Variational study of the ground state and spin dynamics of the spin- 12 kagome antiferromagnetic Heisenberg model and its implication for herbertsmithite ZnCu3(OH)6Cl2

Abstract

We find that the best RVB state of the spin-$\frac{1}{2}$ Kagome antiferromagnetic Heisenberg model(spin-$\frac{1}{2}$ KAFH) is described by a $Z_{2}$ gapped mean field ansatz, which hosts a mean field spinon dispersion very different from that of the widely studied $U(1)$ Dirac spin liquid state. However, we find that the physical spin fluctuation spectrum calculated from the Gutzwiller projected RPA(GRPA) theory above such an RVB state is actually gapless and is almost identical to that above the $U(1)$ Dirac spin liquid state. We find that such a peculiar behavior can be attributed to the unique flat band physics on the Kagome lattice, which makes the mapping between the mean field ansatz and the RVB state non-injective.
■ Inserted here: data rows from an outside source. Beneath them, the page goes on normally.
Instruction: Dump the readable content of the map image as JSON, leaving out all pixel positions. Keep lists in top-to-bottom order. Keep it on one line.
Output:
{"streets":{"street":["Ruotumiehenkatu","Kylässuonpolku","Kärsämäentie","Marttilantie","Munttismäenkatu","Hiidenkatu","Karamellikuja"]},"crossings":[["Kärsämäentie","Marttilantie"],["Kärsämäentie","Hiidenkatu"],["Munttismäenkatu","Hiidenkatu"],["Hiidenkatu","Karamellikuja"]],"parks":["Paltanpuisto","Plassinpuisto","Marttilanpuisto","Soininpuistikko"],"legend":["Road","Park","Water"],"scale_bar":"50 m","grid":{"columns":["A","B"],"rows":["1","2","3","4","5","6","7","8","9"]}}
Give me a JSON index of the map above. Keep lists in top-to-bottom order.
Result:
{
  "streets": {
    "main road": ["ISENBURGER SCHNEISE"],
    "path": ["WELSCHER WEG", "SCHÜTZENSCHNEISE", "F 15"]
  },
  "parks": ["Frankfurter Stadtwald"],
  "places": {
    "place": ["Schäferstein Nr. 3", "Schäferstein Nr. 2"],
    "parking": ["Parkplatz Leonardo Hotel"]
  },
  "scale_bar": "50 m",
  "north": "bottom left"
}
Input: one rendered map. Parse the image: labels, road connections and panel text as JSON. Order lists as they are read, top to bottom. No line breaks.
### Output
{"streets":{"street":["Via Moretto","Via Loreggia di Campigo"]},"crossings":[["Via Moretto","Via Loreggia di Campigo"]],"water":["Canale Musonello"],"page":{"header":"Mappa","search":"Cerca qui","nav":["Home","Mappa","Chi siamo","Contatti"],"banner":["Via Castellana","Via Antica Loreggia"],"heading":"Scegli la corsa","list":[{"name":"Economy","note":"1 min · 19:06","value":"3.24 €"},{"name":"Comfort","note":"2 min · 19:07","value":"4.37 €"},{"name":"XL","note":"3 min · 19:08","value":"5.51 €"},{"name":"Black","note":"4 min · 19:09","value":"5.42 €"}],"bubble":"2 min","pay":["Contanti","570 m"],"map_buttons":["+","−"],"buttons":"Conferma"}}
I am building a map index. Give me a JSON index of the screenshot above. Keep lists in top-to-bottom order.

We find that the spin fluctuation spectrum of the spin-$\frac{1}{2}$ KAFH is not at all featureless, but is characterized by a prominent spectral peak at about $0.25J$ around the $\mathbf{M}$ point, which is immersed in a broad continuum extending to $2.7J$. Based on these results, we argue that the spectral peak below 2 meV in the inelastic neutron scattering(INS) spectrum of Hebertsmithite ZnCu$_{3}$(OH)$_{6}$Cl$_{2}$, which has been attributed to the contribution of Cu$^{2+}$ impurity spins occupying the Zn$^{2+}$ site, should rather be understood as the intrinsic contribution from the Kagome layer. We propose to verify such a picture by measuring the Knight shift on the Cu site, rather than the O site, which is almost blind to the spin fluctuation at the $\mathbf{M}$ point as a result of the strong antiferromagnetic correlation between nearest neighboring spins on the Kagome lattice.